Partamos de un reconocimiento sincerante: preguntarse por la propia identidad suele ser un lamento. La inseguridad ante la respuesta es la misma en el bárbaro que en el filósofo, pero hay culturas en que la obsesión por fijar su esencia se vuelve un castigo, culturas heridas que parecen regodearse más en el sufrimiento de sus imposibilidades que en la potenciación de sus logros. En estas culturas de la adversidad y del sacrificio, las artes suelen encontrar su plenitud, una plenitud que no es más que el deseo desbordado de satisfacer la triple pregunta fundamentadora de toda cultura: quiénes somos, de dónde venimos y hacia dónde vamos.

Y junto a las artes, con ellas y dentro de ellas, crece también un sentimiento diferenciador, como si el delirio estético pretendiera erigirse en un distintivo de autenticidad racial frente a los embates de otras culturas. La pregunta por el ser es, pues, inevitable; lo que es insano es afirmarse en el lamento y la negación como respuesta. La socorrida frase de Husserl: “No se debe escribir de la universalidad, sino desde ella”, podría muy bien ser aquí complementada con esta otra: “No se debe escribir de la identidad, sino desde ella”.

He vivido la mitad de mi vida en España y la otra en México, y he dedicado más de mil páginas —la trilogía Entrecruzamientos (1986-90)— a tratar de encontrarle sentido a la contradictoria unidad de estas dos culturas. Hubo momentos en que el tema llegó a convertirse en obsesión, esa necia persistencia en tener una identidad orgullosa de reconocerse diferente.

Está claro que es mucho más lo que las sociedades tienen de igual que sus diferencias; pero son las diferencias las que le dan su peculiaridad histórica, su noción de identidad. España y México son dos culturas obsesionadas por su identidad. No sólo se saben diferentes, sino que parecen vivir para celebrarlo. De ahí la histórica desconfianza hacia lo extraño, y de ahí también la pretensión eternizadora de lo propio.

Si aceptamos que la identidad de un pueblo es el conjunto de rasgos que lo hacen ser lo que es y como es, tenemos que reconocer igualmente que la identidad de un pueblo no es algo estático e inmutable, sino que cambia —por sí misma y desde afuera—; y es precisamente en la capacidad que una sociedad tiene para sobrevivir a sus propias tensiones internas e influencias externas, donde se hace manifiesta la fortaleza de su identidad.

La voluntad de poder y el resentimiento histórico son expresiones extremas que lastran al concepto de identidad con una carga patológica. Una identidad basada en el dominio es igual de nociva que la que se nutre de puro odio. Sólo en la identidad que no niega lo diverso, pueden los contrarios convertirse en complementarios.
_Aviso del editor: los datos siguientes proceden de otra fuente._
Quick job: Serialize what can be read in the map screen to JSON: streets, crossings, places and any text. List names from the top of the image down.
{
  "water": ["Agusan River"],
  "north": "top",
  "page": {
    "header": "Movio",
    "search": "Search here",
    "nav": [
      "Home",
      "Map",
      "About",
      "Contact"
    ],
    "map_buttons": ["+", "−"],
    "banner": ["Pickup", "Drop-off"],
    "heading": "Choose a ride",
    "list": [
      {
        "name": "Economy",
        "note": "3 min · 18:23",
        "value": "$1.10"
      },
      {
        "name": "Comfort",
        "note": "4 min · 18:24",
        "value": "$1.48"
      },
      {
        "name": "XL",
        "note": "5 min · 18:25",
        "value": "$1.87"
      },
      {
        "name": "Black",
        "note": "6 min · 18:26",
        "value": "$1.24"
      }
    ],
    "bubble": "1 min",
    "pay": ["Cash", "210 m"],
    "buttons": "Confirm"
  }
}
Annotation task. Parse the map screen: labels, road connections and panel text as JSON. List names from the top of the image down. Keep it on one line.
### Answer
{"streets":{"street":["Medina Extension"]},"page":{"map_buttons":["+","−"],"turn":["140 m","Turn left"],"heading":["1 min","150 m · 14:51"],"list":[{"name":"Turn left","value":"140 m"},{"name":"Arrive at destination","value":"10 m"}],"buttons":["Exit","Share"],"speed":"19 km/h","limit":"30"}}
Los múltiples enfoques del concepto de identidad-nación, no hacen más que poner en evidencia la imposibilidad de fijar algo tan dinámico. La sentencia marcadamente presentánea de Renan, “La existencia de una nación es un plebiscito cotidiano”, adquiere en Ortega y Gasset matices de posteridad: “Sangre, lengua y pasado comunes son principios petrificados... Sin un futuro común no hay identidad posible”. Por otra parte, la tesis de Savater que sostiene que la identidad no es el despliegue de una esencia nacional eterna, sino el conjunto de intercambios creadores y de excentricidades fecundas, tiene el inconveniente de que deja fuera a todas aquellas manifestaciones caracterológicas que no sean creativas ni fecundas, además de excéntricas (v.gr.: pereza, corrupción, violencia, etcétera). Y de nuevo volvemos al principio, para retomar la inquietud gnóstica y aventurar que la identidad es la respuesta que encontramos al preguntarnos de dónde venimos, quiénes somos y hacia dónde vamos.